----- MATERIAL SUPPLIED -----

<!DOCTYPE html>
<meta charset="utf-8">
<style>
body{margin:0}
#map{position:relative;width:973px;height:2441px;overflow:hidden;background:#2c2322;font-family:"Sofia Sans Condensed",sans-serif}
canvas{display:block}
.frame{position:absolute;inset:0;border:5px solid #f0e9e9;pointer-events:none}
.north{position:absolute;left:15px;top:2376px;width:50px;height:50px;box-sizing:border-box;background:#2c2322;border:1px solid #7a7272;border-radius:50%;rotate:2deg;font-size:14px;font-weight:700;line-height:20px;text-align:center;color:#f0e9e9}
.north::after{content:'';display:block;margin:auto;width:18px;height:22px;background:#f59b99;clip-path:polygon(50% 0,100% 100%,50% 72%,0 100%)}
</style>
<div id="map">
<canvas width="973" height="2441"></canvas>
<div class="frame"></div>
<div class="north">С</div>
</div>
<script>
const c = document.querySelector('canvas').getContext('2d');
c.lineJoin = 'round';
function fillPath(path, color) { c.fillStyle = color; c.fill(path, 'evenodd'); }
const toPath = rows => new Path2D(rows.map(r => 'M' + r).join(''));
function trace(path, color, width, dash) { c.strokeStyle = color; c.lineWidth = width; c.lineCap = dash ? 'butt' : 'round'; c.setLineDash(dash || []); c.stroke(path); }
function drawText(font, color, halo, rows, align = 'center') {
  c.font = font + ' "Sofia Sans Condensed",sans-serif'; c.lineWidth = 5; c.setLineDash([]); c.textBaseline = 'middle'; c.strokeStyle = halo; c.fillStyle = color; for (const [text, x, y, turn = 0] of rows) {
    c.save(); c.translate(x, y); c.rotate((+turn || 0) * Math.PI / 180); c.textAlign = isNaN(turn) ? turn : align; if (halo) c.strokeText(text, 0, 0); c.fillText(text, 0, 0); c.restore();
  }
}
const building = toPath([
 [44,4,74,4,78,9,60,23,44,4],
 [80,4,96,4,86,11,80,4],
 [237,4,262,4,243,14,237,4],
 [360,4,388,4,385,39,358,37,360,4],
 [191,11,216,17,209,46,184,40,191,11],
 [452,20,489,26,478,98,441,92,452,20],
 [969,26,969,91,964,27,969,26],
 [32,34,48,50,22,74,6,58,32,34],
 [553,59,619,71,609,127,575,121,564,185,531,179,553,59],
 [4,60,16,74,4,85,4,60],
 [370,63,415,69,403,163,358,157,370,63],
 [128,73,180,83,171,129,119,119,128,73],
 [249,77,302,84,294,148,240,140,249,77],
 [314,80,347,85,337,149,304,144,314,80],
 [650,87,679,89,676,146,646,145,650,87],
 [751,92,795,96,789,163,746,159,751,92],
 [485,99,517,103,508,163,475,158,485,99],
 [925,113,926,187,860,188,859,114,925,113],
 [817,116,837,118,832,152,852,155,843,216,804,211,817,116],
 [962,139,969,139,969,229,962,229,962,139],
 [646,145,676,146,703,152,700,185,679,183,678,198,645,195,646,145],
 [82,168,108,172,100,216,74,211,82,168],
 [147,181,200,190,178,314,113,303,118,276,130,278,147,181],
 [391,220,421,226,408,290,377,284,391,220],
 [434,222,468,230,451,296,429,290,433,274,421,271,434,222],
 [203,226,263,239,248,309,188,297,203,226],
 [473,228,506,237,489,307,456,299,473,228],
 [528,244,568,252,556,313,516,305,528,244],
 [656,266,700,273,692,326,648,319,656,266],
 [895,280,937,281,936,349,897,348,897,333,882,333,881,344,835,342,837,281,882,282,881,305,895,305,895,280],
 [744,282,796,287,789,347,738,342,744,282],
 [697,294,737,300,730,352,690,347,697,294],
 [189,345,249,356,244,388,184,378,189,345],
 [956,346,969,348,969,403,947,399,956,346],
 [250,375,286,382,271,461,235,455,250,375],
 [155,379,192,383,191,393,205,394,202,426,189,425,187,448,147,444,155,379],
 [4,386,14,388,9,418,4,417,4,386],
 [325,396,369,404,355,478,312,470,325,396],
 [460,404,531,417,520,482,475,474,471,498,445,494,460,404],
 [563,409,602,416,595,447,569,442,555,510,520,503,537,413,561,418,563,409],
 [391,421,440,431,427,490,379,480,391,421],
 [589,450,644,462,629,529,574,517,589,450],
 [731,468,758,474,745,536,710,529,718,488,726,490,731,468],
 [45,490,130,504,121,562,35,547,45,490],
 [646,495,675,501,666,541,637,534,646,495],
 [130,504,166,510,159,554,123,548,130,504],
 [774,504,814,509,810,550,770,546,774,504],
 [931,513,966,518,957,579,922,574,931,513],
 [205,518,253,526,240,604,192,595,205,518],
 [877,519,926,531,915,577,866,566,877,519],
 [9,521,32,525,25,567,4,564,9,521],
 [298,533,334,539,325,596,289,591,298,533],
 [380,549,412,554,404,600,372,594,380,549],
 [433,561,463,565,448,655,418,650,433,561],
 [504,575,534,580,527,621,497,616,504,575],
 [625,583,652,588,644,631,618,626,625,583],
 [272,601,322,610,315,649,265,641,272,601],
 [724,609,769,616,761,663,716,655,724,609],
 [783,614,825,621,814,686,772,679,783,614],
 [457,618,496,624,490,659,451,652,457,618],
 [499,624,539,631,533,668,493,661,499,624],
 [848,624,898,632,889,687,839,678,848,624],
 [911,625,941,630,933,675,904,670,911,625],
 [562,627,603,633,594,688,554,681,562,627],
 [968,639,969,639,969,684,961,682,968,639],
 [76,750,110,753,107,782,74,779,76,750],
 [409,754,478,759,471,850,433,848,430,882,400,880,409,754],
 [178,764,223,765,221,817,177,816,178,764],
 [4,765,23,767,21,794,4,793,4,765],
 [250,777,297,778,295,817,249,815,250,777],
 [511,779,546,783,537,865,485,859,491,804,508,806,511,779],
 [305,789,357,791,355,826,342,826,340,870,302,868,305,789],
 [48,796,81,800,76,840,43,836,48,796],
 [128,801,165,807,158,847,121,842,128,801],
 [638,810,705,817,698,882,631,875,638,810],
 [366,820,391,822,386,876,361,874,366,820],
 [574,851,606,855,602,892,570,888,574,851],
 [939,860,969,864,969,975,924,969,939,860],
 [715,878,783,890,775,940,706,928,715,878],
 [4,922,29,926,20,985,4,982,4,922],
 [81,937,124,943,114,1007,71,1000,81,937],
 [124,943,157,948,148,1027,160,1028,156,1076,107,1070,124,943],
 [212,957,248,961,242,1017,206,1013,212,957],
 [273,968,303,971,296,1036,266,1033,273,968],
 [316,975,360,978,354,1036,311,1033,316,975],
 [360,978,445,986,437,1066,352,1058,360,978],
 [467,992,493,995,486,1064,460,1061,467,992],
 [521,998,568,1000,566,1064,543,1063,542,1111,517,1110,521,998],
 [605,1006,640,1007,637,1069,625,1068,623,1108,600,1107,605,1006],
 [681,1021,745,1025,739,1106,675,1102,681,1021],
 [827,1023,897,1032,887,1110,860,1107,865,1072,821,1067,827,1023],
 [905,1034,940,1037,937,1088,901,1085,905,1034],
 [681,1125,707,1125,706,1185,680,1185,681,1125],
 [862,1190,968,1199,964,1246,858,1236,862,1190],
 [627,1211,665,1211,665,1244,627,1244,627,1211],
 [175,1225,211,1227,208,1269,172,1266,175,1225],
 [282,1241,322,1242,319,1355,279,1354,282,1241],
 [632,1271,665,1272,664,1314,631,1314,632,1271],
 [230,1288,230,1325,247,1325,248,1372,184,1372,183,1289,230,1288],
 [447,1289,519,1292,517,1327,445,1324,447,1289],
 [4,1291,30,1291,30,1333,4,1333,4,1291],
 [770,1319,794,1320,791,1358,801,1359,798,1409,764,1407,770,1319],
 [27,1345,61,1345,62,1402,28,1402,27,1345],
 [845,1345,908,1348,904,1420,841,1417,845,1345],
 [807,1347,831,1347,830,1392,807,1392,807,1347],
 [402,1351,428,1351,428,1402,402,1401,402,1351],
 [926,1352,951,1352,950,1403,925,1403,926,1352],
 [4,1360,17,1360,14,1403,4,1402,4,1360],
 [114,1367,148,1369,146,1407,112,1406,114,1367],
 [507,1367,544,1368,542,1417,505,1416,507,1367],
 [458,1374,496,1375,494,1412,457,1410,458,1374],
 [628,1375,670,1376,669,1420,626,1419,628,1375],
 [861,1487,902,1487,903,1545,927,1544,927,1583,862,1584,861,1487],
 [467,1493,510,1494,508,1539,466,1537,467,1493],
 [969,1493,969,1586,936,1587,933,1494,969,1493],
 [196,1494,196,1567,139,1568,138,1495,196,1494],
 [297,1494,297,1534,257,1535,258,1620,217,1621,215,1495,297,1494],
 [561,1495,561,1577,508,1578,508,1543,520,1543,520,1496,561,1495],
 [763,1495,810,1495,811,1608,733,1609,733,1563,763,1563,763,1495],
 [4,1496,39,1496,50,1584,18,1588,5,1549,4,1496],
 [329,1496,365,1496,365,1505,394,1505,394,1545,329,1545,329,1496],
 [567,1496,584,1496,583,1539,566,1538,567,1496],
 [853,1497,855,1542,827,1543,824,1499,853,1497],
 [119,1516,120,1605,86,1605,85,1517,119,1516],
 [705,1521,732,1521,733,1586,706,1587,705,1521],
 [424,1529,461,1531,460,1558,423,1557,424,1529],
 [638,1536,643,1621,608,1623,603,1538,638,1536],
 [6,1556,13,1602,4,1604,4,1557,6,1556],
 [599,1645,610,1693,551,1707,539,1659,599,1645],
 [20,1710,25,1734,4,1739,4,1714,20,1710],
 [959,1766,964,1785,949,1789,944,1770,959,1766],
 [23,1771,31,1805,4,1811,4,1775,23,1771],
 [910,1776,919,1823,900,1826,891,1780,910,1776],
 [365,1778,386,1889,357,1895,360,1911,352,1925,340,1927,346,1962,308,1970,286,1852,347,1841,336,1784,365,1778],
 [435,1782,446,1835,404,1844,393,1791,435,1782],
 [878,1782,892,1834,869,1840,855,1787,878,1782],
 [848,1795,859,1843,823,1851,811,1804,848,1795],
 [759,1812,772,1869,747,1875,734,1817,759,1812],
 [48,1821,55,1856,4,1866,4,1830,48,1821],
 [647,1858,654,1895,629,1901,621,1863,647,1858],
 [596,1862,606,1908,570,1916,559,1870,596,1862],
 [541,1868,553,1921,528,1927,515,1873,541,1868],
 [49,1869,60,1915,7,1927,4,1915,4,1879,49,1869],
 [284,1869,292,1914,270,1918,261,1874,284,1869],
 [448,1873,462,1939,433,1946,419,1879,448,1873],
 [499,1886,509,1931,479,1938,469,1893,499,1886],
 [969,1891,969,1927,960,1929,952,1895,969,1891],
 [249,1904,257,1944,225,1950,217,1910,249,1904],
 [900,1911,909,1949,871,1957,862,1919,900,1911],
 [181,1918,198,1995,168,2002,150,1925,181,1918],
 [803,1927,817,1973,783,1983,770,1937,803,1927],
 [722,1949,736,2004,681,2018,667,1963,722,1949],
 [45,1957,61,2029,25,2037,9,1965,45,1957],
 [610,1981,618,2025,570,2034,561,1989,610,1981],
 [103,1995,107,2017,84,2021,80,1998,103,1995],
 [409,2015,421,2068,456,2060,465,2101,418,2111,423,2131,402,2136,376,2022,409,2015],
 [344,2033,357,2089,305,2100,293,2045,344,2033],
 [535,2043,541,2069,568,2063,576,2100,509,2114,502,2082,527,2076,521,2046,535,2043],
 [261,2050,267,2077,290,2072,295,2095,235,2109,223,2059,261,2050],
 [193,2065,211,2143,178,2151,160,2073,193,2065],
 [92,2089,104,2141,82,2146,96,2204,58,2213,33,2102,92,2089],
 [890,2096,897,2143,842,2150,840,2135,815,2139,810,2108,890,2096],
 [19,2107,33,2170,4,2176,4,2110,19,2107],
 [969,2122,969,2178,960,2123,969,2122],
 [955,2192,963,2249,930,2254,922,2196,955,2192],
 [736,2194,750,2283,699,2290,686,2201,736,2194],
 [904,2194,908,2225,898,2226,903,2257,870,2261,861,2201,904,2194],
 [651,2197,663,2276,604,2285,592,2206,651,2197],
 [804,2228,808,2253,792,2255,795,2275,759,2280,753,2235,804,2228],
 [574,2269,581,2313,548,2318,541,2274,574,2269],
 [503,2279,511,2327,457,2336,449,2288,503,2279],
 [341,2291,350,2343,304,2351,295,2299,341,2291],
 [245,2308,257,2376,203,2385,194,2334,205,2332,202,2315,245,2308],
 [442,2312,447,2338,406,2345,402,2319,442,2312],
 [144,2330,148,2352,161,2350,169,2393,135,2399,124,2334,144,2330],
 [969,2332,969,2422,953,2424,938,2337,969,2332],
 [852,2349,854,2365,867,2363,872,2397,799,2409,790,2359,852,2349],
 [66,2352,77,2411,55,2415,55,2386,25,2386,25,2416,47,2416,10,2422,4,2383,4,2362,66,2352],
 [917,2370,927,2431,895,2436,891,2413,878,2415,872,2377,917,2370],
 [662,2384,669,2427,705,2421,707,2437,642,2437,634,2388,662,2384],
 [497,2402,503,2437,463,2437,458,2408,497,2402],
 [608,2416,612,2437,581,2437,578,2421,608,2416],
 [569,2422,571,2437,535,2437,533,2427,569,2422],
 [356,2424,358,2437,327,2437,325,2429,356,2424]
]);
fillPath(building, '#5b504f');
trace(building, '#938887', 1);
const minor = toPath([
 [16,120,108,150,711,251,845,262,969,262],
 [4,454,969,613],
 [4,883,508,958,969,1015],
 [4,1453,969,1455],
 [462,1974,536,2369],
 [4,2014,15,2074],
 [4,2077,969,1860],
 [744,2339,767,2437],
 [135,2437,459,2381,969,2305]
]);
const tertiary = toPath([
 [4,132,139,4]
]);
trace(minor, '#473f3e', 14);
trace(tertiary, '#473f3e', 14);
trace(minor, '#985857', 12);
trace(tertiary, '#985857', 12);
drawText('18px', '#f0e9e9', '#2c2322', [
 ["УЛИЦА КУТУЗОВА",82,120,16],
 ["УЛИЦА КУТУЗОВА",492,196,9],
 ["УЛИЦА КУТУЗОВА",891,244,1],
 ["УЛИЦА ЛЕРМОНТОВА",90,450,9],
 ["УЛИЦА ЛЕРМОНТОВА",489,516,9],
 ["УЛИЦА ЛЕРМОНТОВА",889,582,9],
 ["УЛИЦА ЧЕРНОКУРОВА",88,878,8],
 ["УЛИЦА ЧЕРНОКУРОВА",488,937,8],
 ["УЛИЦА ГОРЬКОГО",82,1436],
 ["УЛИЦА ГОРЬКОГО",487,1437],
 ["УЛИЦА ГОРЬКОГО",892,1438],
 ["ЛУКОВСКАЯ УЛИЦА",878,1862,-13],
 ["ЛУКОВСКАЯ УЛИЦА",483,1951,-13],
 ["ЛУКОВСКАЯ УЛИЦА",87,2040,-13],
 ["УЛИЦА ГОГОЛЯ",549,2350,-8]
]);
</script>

-----

WHAT IS EXPECTED:
Sift the data above for lines with "rows", then copy each one.

ANSWER FOR THIS EXERCISE:
const toPath = rows => new Path2D(rows.map(r => 'M' + r).join(''));
function drawText(font, color, halo, rows, align = 'center') {
  c.font = font + ' "Sofia Sans Condensed",sans-serif'; c.lineWidth = 5; c.setLineDash([]); c.textBaseline = 'middle'; c.strokeStyle = halo; c.fillStyle = color; for (const [text, x, y, turn = 0] of rows) {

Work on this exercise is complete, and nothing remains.